Scientists are developing systems that can respond to your emotional state, sensing when you are agitated and offering you a proverbial cup of tea, by calming you down, or slowing the speed of your computer game. The premise of the project – called Humaine, and funded from an £6million European Union (EU) grant – is that without our emotions, people can’t function or operate – as one scientist puts it, ‘we cannot act without our feelings being switched on’ (3). This talk of automated emotional intervention conjures up nightmarish visions, of machines interfering in our inner lives.
Computer counselling might be a little far off for now. But a new book by one of the world’s leading experts on ensuring that design is usable argues that in the future, we should judge successful design not just in terms of how it functions but also in terms of the emotions it evokes in us – and even the emotions it evokes in the products themselves. In Emotional Design: Why we love (or hate) everyday things, Don Norman asks: ‘Will my toaster ever get better, making toast the way I prefer, unless it has some pride? Machines will not be smart and sensible until they have both intelligence and emotions. Emotions enable us to translate intelligence into action.’ (4) Imagine it: burnt toast again. ‘Bad toaster! I’m going to package you up and send you to the counsellor straight away.’
Norman’s book is the widely anticipated sequel to his bestseller The Design of Everyday Things, first published in 1988, in which Norman ably captured a rational, human-centred approach to solving design problems. However, his latest effort seems to offer the opposite approach: arguing that designers should become more preoccupied with our emotions, and the subconscious and irrational side to our behaviour. The premise of Emotional Design is that ‘the emotional side of design may be more critical to a product’s success than its practical elements’ (5). Norman is correct here only if we lower our creative ambition. Without pushing for innovation in design, the designer must try to create an appeal in other ways. One of those ways, as Norman eulogises, is emotional appeal – which in itself is not a bad thing, but could easily become a substitute for good design.

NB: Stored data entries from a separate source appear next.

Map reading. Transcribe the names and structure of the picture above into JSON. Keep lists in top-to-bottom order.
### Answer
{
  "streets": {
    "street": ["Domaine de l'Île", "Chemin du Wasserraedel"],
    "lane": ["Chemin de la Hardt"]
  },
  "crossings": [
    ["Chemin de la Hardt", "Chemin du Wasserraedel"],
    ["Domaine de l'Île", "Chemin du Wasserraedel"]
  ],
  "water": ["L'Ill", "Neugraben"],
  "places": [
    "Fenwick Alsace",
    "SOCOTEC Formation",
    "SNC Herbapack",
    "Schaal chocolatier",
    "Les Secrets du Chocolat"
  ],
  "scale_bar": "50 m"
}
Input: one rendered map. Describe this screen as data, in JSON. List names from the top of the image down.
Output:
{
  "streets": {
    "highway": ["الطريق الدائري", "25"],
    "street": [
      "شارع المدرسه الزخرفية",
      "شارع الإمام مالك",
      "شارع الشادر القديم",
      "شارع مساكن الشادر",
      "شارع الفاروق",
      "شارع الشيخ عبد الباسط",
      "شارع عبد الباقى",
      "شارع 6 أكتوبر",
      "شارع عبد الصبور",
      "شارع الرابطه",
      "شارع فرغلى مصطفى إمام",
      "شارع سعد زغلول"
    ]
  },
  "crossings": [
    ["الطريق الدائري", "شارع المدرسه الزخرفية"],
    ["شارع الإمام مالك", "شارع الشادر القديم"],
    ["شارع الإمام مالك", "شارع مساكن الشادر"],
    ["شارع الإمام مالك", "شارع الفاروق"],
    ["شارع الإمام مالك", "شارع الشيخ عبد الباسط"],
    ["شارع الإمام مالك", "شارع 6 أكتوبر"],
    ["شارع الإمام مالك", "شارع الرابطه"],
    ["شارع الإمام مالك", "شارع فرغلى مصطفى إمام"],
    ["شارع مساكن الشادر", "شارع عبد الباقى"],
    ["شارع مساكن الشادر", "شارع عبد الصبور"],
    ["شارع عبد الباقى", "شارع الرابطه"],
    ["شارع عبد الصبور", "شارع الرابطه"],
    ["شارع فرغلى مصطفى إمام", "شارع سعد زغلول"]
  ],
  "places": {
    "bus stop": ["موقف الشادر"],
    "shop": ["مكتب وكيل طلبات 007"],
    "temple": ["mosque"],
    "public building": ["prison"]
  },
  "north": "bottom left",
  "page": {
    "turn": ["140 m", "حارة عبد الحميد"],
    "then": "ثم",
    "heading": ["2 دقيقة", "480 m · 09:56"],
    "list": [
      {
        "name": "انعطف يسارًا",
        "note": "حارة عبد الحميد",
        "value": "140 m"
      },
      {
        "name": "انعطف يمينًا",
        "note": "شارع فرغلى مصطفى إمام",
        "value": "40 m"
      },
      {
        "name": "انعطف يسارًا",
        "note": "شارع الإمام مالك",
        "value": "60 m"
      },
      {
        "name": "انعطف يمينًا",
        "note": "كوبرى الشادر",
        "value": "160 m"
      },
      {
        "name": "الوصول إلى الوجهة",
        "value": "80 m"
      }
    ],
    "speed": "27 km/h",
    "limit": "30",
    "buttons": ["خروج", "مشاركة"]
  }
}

And if designers can’t come to terms with innovation, the likelihood is that this will trickle down in terms of how they view the needs of the end-user or customer. As we know, people are certainly complex, and difficult to predict. But now, more than ever, we need to respect people as capable of complexity, intelligence and rationality. Designing around emotional appeal can mean that harder problems that need solving are neglected.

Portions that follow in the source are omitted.